● What you will do
Copy every line of the records that includes the word "list".

(Dataset entries)
———
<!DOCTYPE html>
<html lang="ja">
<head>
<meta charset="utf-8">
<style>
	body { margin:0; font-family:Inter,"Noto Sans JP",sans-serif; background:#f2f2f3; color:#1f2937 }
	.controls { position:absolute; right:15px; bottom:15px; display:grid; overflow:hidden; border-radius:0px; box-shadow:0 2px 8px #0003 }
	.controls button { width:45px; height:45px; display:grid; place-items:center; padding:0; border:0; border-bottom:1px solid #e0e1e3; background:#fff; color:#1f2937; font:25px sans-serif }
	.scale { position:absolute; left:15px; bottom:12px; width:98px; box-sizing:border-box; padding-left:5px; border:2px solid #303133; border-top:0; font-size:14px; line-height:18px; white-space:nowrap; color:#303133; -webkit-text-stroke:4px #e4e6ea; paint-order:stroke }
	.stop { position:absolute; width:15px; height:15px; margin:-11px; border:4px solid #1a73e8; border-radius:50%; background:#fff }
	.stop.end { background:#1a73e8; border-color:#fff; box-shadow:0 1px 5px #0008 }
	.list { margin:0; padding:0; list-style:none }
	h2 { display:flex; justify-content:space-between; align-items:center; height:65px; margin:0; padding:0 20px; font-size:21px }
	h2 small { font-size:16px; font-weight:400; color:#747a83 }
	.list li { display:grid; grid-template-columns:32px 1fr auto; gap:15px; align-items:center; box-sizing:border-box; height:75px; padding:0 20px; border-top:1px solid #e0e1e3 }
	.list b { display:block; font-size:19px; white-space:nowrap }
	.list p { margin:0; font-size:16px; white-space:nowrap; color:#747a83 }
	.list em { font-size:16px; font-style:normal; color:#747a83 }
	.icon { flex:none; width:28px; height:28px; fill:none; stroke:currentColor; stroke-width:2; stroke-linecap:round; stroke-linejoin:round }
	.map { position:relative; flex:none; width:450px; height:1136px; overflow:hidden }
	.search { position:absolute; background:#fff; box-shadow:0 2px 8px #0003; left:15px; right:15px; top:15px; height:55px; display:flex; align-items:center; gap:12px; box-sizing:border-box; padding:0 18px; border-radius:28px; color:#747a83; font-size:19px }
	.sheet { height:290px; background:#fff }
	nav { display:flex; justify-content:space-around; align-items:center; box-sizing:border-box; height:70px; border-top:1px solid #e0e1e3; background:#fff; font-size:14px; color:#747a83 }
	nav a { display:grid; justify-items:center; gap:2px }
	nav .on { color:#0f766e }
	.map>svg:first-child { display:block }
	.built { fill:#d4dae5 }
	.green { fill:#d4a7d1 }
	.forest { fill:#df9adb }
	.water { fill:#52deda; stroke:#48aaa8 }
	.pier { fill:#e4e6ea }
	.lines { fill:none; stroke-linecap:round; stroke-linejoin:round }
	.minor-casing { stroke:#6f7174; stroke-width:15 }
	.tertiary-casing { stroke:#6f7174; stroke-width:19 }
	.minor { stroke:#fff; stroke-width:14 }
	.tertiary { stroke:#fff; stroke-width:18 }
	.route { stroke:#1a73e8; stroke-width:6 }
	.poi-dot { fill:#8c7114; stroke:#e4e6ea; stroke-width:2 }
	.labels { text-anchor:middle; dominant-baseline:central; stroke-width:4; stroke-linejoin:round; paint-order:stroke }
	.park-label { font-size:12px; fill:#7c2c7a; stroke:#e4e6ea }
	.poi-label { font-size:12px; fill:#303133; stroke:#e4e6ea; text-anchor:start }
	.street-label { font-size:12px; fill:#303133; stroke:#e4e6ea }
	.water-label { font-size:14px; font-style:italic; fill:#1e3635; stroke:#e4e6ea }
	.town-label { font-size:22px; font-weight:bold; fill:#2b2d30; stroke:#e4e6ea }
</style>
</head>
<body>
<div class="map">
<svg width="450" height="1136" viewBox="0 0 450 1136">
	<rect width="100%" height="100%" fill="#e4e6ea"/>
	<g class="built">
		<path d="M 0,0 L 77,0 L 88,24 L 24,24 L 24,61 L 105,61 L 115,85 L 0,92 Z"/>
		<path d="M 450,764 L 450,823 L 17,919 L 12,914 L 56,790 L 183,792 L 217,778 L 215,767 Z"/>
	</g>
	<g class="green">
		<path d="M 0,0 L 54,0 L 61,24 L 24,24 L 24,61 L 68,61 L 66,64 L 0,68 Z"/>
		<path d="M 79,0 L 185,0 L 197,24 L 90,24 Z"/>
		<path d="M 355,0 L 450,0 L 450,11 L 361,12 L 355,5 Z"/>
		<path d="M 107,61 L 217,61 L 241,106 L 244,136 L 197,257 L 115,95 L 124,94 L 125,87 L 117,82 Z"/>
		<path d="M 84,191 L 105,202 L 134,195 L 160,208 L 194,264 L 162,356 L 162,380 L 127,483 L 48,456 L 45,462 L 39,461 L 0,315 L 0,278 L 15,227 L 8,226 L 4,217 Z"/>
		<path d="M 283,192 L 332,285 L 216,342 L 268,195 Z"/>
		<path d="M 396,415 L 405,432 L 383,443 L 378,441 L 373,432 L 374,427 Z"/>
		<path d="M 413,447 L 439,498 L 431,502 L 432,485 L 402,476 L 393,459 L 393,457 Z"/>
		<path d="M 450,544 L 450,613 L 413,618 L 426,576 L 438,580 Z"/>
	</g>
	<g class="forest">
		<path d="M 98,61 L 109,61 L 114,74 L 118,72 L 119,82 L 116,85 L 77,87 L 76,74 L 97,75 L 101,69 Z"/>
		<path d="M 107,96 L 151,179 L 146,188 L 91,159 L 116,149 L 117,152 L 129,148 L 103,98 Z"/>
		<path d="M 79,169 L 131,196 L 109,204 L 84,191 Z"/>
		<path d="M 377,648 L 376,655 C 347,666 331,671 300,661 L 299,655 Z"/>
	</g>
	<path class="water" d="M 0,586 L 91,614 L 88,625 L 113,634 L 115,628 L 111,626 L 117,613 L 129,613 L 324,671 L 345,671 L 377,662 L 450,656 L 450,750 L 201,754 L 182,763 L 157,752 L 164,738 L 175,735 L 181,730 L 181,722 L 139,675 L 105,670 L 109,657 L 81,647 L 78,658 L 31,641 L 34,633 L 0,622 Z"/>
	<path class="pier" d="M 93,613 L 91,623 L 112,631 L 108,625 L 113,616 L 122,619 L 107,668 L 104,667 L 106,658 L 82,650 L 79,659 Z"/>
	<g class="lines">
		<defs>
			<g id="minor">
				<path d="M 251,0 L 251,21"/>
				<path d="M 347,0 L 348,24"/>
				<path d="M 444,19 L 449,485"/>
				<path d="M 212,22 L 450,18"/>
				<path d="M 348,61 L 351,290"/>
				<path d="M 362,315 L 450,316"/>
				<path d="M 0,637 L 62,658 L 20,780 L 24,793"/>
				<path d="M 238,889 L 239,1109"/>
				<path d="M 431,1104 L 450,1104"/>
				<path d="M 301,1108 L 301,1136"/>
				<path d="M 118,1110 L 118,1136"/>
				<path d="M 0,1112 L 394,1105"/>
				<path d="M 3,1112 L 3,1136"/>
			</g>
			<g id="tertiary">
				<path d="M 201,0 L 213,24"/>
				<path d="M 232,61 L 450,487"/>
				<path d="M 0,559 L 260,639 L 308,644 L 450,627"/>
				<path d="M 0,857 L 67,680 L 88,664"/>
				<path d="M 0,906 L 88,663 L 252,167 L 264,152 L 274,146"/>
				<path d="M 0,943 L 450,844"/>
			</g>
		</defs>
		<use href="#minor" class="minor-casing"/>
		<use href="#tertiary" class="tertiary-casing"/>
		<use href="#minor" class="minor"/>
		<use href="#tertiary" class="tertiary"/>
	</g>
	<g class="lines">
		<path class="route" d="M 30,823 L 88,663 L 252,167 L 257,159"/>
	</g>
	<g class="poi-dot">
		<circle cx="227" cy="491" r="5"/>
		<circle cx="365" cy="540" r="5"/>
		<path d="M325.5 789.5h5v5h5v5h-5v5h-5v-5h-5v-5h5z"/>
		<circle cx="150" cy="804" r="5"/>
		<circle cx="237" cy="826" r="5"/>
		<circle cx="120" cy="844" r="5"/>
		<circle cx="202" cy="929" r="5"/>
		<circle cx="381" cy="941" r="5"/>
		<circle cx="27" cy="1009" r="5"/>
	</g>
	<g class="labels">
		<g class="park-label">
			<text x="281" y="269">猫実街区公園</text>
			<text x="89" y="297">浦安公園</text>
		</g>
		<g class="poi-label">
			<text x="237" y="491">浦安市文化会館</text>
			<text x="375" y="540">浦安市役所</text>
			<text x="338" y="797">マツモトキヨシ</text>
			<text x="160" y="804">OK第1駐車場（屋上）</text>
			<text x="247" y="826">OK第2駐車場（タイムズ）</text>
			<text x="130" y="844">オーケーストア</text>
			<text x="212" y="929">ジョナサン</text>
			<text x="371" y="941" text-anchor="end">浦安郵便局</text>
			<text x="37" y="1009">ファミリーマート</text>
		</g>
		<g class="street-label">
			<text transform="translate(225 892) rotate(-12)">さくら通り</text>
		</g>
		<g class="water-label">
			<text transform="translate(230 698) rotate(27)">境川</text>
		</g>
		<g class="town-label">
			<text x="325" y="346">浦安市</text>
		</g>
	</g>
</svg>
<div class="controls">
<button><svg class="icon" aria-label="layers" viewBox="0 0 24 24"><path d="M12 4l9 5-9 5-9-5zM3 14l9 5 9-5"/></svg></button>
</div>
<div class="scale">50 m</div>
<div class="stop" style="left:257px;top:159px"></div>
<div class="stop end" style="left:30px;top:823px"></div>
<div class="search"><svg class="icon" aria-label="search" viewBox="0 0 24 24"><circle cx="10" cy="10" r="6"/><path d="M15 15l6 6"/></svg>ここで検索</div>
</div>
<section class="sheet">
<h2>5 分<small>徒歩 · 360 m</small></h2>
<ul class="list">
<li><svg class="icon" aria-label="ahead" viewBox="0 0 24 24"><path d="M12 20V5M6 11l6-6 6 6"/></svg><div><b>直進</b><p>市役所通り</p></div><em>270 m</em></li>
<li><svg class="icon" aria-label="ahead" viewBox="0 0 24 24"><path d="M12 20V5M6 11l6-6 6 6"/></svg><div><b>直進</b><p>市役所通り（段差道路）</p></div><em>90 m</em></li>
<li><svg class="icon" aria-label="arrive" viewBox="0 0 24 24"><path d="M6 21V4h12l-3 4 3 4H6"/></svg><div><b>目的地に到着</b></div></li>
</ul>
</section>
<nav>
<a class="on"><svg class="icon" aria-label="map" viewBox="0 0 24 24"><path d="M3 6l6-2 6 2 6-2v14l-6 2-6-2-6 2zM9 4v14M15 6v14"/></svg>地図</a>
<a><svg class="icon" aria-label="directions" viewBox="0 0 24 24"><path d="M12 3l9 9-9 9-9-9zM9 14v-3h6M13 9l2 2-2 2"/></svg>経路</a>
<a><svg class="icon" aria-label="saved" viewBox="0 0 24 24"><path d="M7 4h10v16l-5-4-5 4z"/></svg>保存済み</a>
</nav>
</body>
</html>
———
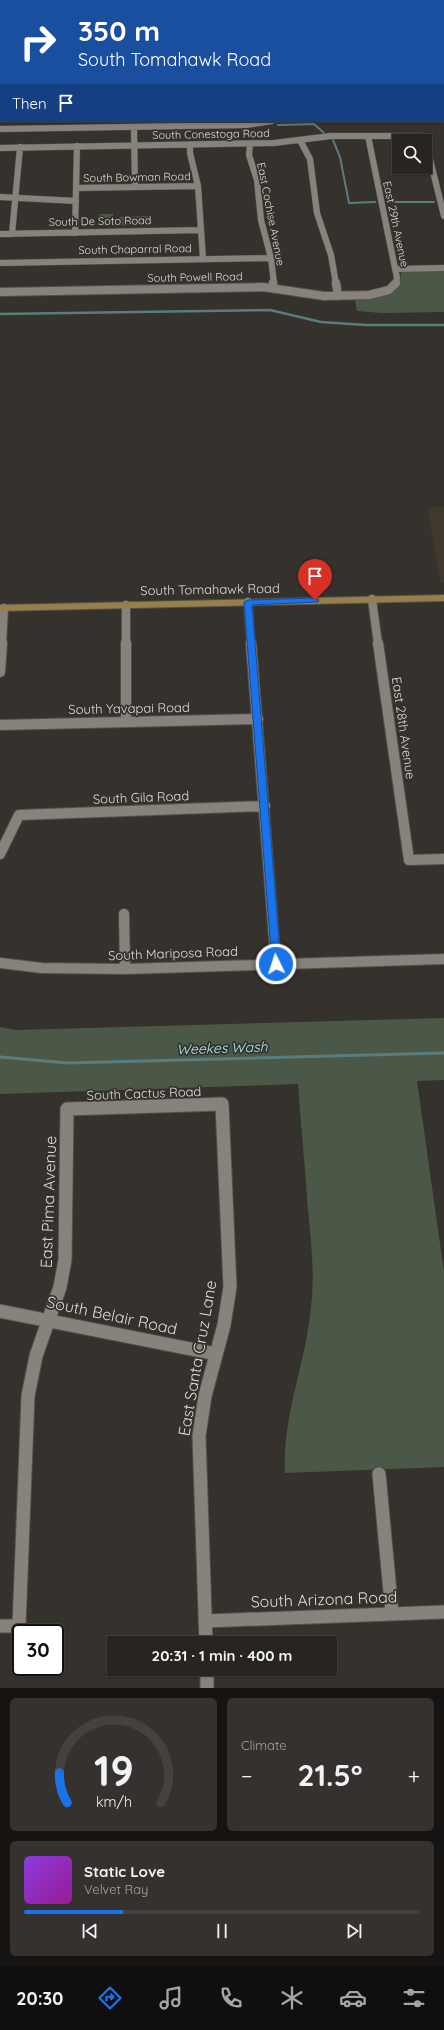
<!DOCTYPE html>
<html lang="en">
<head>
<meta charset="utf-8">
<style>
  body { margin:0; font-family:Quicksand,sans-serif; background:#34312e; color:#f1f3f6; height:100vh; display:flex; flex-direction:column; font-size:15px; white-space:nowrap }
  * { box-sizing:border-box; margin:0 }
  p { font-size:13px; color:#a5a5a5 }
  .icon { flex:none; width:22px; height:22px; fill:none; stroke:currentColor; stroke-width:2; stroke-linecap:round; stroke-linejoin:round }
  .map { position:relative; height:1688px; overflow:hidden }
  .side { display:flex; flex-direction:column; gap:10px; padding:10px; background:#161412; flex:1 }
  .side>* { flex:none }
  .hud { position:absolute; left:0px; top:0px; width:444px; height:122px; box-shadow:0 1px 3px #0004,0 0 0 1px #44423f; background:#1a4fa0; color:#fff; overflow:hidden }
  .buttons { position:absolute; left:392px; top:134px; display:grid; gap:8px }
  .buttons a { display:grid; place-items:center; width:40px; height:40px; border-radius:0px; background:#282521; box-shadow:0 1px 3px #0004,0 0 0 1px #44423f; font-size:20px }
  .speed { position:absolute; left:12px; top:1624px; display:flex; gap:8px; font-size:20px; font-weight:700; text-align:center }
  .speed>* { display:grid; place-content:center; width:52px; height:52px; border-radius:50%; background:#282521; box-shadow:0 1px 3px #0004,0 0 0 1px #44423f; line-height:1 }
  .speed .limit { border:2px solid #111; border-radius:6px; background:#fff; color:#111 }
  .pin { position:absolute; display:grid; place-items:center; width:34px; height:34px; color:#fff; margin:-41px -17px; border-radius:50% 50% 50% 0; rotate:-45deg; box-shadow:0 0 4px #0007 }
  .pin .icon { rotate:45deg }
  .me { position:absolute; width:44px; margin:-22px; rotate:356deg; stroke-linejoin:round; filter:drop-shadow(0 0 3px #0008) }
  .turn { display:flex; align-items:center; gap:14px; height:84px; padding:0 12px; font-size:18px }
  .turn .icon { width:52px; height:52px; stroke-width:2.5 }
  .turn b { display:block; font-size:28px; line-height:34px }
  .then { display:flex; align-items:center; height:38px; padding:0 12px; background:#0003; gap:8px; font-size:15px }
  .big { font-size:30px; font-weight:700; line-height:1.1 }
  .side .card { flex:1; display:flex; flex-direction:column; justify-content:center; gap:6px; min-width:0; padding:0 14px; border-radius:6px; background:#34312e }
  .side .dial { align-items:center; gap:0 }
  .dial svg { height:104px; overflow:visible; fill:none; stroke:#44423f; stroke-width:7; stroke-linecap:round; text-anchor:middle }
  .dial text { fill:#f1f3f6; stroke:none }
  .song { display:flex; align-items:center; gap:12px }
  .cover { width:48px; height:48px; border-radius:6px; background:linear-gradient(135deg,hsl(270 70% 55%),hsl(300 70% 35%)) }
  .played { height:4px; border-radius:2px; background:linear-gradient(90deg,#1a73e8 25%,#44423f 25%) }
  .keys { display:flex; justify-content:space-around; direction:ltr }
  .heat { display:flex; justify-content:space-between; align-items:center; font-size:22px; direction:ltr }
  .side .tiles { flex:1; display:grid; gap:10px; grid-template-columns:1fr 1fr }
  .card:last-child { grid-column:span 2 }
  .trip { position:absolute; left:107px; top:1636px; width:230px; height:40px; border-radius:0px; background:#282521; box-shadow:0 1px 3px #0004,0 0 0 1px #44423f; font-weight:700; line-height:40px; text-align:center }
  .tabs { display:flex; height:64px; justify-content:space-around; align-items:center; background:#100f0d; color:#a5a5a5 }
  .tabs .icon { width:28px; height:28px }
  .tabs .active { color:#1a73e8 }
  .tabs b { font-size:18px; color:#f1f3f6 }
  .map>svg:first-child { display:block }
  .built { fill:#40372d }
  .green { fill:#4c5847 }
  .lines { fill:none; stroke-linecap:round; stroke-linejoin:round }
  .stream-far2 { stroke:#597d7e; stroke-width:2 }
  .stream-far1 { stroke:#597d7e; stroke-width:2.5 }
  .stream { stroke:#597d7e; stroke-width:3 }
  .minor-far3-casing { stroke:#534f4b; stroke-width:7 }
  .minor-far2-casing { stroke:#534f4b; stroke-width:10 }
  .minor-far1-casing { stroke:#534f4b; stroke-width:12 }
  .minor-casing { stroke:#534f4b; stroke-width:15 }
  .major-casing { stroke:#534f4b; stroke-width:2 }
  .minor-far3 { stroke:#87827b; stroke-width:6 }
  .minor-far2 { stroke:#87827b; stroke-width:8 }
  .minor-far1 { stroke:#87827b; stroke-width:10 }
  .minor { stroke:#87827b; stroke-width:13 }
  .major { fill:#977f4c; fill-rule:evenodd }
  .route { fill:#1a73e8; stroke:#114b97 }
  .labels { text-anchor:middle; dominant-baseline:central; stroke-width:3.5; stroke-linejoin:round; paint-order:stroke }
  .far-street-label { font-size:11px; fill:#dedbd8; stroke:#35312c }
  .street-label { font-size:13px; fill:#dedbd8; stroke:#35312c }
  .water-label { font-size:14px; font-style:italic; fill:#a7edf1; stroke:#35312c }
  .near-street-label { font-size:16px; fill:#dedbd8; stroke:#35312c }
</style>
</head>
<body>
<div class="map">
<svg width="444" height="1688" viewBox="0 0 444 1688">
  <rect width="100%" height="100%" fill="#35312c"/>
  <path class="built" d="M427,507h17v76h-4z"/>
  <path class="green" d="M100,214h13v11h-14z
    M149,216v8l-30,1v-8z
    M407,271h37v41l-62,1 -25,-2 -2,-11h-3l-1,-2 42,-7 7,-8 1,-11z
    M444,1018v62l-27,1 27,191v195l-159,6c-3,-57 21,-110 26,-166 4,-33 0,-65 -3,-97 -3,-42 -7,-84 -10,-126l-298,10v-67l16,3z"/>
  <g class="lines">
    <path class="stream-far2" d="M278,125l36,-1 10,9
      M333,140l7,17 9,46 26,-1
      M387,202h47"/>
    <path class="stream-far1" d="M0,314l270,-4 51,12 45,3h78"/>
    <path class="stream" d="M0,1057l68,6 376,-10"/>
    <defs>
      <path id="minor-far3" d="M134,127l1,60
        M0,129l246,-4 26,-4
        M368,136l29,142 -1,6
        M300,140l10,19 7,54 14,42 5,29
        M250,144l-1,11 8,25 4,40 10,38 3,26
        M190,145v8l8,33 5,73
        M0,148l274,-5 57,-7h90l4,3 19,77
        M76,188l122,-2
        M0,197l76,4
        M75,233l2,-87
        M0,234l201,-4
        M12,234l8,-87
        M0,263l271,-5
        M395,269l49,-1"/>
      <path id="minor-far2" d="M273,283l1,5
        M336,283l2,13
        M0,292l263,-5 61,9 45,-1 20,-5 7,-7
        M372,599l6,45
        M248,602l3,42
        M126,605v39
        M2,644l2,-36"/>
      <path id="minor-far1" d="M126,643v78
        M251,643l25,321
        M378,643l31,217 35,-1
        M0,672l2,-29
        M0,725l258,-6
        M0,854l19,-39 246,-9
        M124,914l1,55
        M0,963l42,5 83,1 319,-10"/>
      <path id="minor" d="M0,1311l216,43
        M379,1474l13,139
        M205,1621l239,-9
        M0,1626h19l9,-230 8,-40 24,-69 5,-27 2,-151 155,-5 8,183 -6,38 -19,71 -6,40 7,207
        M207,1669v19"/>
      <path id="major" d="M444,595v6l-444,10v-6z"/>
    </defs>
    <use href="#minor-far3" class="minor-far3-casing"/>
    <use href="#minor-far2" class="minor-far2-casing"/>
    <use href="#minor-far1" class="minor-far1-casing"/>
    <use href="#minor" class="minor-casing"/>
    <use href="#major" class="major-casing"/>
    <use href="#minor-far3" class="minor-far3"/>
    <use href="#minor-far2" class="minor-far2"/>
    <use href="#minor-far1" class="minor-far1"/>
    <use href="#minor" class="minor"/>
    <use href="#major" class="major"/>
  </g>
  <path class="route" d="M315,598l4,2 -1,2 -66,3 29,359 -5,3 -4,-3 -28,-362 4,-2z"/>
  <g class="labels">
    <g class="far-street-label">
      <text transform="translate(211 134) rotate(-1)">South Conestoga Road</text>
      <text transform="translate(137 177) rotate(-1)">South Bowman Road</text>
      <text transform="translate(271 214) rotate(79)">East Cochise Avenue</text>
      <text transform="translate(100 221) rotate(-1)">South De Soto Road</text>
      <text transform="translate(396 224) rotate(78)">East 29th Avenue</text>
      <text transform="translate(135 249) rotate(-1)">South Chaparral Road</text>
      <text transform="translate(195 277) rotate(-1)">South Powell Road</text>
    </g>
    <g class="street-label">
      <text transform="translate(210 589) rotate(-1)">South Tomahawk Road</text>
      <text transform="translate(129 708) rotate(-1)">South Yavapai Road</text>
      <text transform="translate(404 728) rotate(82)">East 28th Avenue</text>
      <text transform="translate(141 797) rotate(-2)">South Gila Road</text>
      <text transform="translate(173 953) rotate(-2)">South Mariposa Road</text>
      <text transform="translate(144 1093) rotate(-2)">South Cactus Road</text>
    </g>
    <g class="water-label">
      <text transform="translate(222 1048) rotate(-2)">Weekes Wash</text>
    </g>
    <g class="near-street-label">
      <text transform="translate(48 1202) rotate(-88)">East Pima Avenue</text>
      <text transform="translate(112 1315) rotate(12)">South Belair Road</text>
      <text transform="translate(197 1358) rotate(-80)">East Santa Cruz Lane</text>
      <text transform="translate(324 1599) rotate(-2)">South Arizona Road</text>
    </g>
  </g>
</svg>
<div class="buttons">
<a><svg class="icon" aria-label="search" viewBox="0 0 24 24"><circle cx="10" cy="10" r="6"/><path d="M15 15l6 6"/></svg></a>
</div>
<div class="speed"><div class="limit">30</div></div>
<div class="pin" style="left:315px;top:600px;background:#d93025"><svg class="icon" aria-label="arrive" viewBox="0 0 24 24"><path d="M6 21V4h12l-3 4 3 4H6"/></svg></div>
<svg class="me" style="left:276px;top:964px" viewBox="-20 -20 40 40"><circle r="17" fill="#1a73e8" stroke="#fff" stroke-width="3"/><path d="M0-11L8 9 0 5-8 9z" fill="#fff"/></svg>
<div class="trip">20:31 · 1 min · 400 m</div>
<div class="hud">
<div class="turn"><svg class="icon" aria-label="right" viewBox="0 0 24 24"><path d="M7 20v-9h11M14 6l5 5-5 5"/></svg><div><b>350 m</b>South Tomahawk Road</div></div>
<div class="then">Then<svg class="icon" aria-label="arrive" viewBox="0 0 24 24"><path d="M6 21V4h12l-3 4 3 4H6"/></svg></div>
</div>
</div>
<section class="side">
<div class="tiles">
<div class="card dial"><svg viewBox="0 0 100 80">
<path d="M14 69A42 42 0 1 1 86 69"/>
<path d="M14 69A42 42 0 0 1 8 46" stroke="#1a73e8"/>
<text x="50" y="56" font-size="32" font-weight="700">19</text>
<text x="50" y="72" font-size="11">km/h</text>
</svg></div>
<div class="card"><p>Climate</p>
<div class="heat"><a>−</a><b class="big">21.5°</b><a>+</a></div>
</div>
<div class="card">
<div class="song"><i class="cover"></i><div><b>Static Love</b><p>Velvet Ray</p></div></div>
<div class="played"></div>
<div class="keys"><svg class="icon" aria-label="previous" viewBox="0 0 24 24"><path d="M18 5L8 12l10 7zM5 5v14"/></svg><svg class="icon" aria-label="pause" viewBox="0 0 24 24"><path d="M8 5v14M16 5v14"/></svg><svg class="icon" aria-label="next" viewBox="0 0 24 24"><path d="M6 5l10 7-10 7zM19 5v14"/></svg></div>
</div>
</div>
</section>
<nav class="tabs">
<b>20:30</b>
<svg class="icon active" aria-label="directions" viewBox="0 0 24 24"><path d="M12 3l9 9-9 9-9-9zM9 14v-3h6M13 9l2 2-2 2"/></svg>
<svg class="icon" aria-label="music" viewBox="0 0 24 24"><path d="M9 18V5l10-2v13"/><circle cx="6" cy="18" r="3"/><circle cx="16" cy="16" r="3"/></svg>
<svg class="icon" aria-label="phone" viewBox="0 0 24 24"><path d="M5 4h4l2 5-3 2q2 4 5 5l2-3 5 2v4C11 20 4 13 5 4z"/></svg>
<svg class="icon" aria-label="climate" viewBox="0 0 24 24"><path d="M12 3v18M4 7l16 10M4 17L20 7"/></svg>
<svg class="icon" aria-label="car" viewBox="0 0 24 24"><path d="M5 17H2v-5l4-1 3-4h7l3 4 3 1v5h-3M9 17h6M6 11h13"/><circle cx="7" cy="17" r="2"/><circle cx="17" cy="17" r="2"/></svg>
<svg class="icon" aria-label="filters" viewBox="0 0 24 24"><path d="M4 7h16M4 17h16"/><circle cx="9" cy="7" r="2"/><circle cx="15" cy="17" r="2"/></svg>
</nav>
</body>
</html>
———
● Your solution
	.list { margin:0; padding:0; list-style:none }
	.list li { display:grid; grid-template-columns:32px 1fr auto; gap:15px; align-items:center; box-sizing:border-box; height:75px; padding:0 20px; border-top:1px solid #e0e1e3 }
	.list b { display:block; font-size:19px; white-space:nowrap }
	.list p { margin:0; font-size:16px; white-space:nowrap; color:#747a83 }
	.list em { font-size:16px; font-style:normal; color:#747a83 }
<ul class="list">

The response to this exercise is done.